Le tangue, par Jofrane Dailly : Accords sucrés-salés pour un civet sublimé

C’est un des plats emblématiques de la tradition culinaire réunionnaise, en dépit du fait qu’il divise : en civet et en cari, on l’adore ou on le déteste. Certains Réunionnais en ont même un a priori négatif sans jamais l’avoir goûté. Et si on en faisait un plat gastronomique ? Jofrane Dailly, du Diana Dea Lodge, a relevé le défi.

L’histoire est née en dégustant un cari tangue traditionnel dans l’un des rares restaurants où l’on peut le trouver : Pépé do Fé, à Saint-Denis. Sandie Banon, son chef, maîtrise le sujet. « Comme toujours, la qualité du produit est importante. Je choisis des tangues chassés en forêt, qui sont censés avoir eu une alimentation variées et naturelle. » Ajoutez à ça l’expertise de Sandie, et l’on obtient des plats où la saveur sauvage si caractéristique du tangue est maîtrisée pour ne pas devenir envahissante.

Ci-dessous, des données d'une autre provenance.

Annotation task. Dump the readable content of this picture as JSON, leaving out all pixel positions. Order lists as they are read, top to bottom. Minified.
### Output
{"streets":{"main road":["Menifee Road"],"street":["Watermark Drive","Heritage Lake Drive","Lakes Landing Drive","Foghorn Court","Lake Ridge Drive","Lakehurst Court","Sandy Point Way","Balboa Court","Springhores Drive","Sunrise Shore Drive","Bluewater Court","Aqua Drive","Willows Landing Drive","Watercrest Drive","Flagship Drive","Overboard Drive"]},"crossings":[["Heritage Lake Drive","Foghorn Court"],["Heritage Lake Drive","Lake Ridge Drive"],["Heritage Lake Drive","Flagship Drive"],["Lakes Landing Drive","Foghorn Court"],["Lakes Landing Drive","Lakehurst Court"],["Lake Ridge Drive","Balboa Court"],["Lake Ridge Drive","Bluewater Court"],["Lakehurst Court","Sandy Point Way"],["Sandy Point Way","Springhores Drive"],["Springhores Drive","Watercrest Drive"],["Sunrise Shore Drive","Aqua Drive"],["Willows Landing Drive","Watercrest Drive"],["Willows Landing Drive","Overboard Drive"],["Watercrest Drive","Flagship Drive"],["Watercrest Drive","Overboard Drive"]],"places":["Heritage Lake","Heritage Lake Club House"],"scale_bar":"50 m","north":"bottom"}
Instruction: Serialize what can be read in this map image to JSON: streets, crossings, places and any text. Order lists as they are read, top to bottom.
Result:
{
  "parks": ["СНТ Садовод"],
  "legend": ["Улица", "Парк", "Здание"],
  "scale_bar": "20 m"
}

Mais ces humeurs fortes de gibier, qui ont leurs adeptes, et qui se posent comme une sorte de métaphore gustative de cet esprit rebelle né du marronnage (car ce plat remonte loin), pourraient-elles être domestiquées pour que les palais non-initiés les apprécient, sans pour autant trahir cet ADN typique qui fait la joie des repas en famille et entre amis, dan fey banane, accompagné du traditionnel Charrette ?

Quelques jours avant que le Covid s’abatte sur nous comme la vérole sur le bas clergé, nous avions lancé une idée à priori saugrenue à des chefs de belles tables de l’île : créer un plat avec du tangue en mode gastronomique. Les premiers à répondre furent Jofrane Dailly, Disciple d’Escoffier, le talentueux chef du Diana Dea à Sainte-Anne et le dynamique et non moins génial chef de la Fabrique, le sieur Colson Jehan. Sollicité également : Claude Pothin, du Palm, qui n’a pas eu le temps de nous dire oui ou non, juste avant la chienlit.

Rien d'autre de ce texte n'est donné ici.